LB Booster
« Limitations of Syntax Coloring »

Welcome Guest. Please Login or Register.
Apr 1st, 2018, 03:31am



ATTENTION MEMBERS: Conforums will be closing it doors and discontinuing its service on April 15, 2018.
We apologize Conforums does not have any export functions to migrate data.
Ad-Free has been deactivated. Outstanding Ad-Free credits will be reimbursed to respective payment methods.

Thank you Conforums members.
Speed up Liberty BASIC programs by up to ten times!
Compile Liberty BASIC programs to compact, standalone executables!
Overcome many of Liberty BASIC's bugs and limitations!
LB Booster Resources
LB Booster documentation
LB Booster Home Page
LB Booster technical Wiki
Just BASIC forum
BBC BASIC Home Page
Liberty BASIC forum (the original)

« Previous Topic | Next Topic »
Pages: 1 2 3  Notify Send Topic Print
 veryhotthread  Author  Topic: Limitations of Syntax Coloring  (Read 3135 times)
Richard Russell
Administrator
ImageImageImageImageImage


member is offline

Avatar




Homepage PM


Posts: 1348
xx Limitations of Syntax Coloring
« Thread started on: Sep 6th, 2016, 8:36pm »

This has been discussed before, but it has come up again in a private email so I thought it might be helpful once again to explain it.

The way I have bolted Syntax Coloring onto the Windows Rich Edit control relies on knowing what font the control is using to render the text. Normally this is straightforward - it is the font selected in the LBB 'Options... Set Font...' dialog - but there is a complication that arises if that selected font doesn't contain every character needed.

In that circumstance the Rich Edit control automatically substitutes a character from an alternative font that does include the character. Unfortunately that breaks the Syntax Coloring because it assumes the same font is used everywhere. The result is a real mess: the colored text doesn't line up with the uncolored text!

A classic situation in which this issue manifests itself is if you select FixedSys as the editor font. FixedSys is not a TrueType font: it's a non-scalable bitmapped font. But more importantly it's not a Unicode font, and includes only the basic ANSI 8-bit character set. So if you attempt to display a foreign-language (e.g. accented) character from a little-used character set - the case in point was Turkish - it is very likely that a font substitution will take place and the Syntax Coloring will fail.

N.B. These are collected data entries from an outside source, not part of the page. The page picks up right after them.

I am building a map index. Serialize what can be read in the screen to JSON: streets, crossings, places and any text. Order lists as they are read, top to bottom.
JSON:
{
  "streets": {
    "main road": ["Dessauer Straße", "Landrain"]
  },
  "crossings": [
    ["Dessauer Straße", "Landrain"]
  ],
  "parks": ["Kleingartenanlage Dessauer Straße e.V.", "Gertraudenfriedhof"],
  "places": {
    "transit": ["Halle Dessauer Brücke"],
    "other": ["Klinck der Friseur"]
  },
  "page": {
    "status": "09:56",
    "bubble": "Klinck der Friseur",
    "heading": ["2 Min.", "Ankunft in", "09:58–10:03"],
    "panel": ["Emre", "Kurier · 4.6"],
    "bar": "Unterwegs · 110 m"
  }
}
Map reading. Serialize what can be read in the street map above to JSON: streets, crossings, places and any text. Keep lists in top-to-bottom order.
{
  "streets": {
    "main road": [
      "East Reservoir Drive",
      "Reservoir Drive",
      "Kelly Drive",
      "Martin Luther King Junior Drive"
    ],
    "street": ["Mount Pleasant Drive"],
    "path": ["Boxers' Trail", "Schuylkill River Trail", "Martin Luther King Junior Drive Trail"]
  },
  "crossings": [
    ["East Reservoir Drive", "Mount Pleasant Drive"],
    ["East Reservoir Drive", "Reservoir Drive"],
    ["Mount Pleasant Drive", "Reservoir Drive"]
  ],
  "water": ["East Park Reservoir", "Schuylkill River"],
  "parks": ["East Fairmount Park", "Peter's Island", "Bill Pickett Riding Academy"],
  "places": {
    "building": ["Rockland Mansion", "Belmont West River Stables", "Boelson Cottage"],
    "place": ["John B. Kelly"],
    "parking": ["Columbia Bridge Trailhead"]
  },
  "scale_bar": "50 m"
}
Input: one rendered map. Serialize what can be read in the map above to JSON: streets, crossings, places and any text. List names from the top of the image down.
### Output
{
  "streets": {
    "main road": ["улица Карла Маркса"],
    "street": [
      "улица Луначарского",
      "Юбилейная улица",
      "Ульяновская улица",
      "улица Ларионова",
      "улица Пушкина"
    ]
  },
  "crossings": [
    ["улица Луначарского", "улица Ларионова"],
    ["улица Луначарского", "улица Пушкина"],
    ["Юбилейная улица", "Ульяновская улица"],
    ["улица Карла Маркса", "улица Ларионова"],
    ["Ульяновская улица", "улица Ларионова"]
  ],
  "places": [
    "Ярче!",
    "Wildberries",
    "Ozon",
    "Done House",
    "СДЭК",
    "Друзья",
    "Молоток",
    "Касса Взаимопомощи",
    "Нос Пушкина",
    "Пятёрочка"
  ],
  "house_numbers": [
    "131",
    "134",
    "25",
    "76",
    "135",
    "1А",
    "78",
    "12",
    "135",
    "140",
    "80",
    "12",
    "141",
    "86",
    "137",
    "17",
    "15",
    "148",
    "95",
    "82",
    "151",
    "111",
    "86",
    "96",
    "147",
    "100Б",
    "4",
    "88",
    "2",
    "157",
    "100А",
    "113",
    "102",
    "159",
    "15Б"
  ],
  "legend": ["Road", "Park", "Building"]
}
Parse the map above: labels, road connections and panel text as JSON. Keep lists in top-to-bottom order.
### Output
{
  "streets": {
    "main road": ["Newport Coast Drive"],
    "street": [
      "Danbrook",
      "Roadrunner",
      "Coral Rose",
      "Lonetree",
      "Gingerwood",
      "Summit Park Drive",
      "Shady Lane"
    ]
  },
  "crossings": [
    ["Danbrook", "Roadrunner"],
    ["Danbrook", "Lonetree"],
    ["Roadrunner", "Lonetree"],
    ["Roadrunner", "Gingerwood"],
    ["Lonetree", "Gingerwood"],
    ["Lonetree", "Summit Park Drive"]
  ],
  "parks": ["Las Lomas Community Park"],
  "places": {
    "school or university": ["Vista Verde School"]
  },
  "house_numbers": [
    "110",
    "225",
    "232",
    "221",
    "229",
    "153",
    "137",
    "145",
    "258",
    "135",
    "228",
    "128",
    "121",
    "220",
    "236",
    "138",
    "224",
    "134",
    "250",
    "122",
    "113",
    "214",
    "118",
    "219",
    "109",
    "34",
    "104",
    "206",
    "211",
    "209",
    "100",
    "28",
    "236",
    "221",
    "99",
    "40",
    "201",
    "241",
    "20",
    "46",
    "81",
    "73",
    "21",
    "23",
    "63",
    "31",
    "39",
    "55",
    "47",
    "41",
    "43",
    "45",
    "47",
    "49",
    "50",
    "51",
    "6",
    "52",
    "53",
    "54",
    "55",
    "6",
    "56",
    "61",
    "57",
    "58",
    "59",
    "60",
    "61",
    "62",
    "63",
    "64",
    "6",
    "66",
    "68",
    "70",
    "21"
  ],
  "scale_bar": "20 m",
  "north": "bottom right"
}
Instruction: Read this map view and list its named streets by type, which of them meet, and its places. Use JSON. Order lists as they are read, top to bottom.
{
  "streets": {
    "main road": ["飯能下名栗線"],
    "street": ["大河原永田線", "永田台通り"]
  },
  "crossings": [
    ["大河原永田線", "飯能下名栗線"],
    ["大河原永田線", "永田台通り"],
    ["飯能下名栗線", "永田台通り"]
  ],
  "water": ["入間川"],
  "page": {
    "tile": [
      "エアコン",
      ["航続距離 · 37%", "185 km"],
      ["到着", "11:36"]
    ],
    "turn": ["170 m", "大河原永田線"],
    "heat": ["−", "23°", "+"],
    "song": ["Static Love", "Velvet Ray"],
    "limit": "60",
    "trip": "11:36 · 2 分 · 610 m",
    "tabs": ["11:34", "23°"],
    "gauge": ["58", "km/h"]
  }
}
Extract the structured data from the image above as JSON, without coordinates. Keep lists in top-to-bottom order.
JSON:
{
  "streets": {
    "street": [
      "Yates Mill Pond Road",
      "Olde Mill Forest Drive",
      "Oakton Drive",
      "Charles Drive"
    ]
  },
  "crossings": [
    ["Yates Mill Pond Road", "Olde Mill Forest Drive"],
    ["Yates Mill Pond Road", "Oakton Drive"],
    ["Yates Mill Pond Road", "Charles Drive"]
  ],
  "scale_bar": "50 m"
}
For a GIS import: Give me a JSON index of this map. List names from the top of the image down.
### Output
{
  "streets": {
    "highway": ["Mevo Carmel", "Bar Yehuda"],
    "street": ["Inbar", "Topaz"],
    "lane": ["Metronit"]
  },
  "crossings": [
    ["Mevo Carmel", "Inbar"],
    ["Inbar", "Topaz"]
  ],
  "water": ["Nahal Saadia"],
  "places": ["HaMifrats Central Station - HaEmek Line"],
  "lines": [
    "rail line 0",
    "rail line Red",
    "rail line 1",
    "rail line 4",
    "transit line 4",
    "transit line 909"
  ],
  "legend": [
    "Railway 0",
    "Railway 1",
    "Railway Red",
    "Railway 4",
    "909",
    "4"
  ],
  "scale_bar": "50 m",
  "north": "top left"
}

There are only two ways of avoiding this problem: the first is to disable Syntax Coloring and the second is to select a font that includes every character you might need. Fortunately selecting a Unicode font and enabling Unicode Support in the Options menu is likely to satisfy the second of these. Add %options unicode to your program too.

Richard.
« Last Edit: Sep 6th, 2016, 9:28pm by Richard Russell » User IP Logged

CryptoMan
New Member
Image


member is offline

Avatar




PM

Gender: Male
Posts: 46
xx Re: Limitations of Syntax Coloring
« Reply #1 on: Sep 17th, 2016, 11:02pm »

I still think it is something else because FixedSys font contains Turkish characters.

If you go to Liberty Basic Font Selection Dialog for choosing Editor Font you can see that there is an option called "Script" and in this we can see Turkish exists for FixedSys. In some other fonts there are even richer national language support.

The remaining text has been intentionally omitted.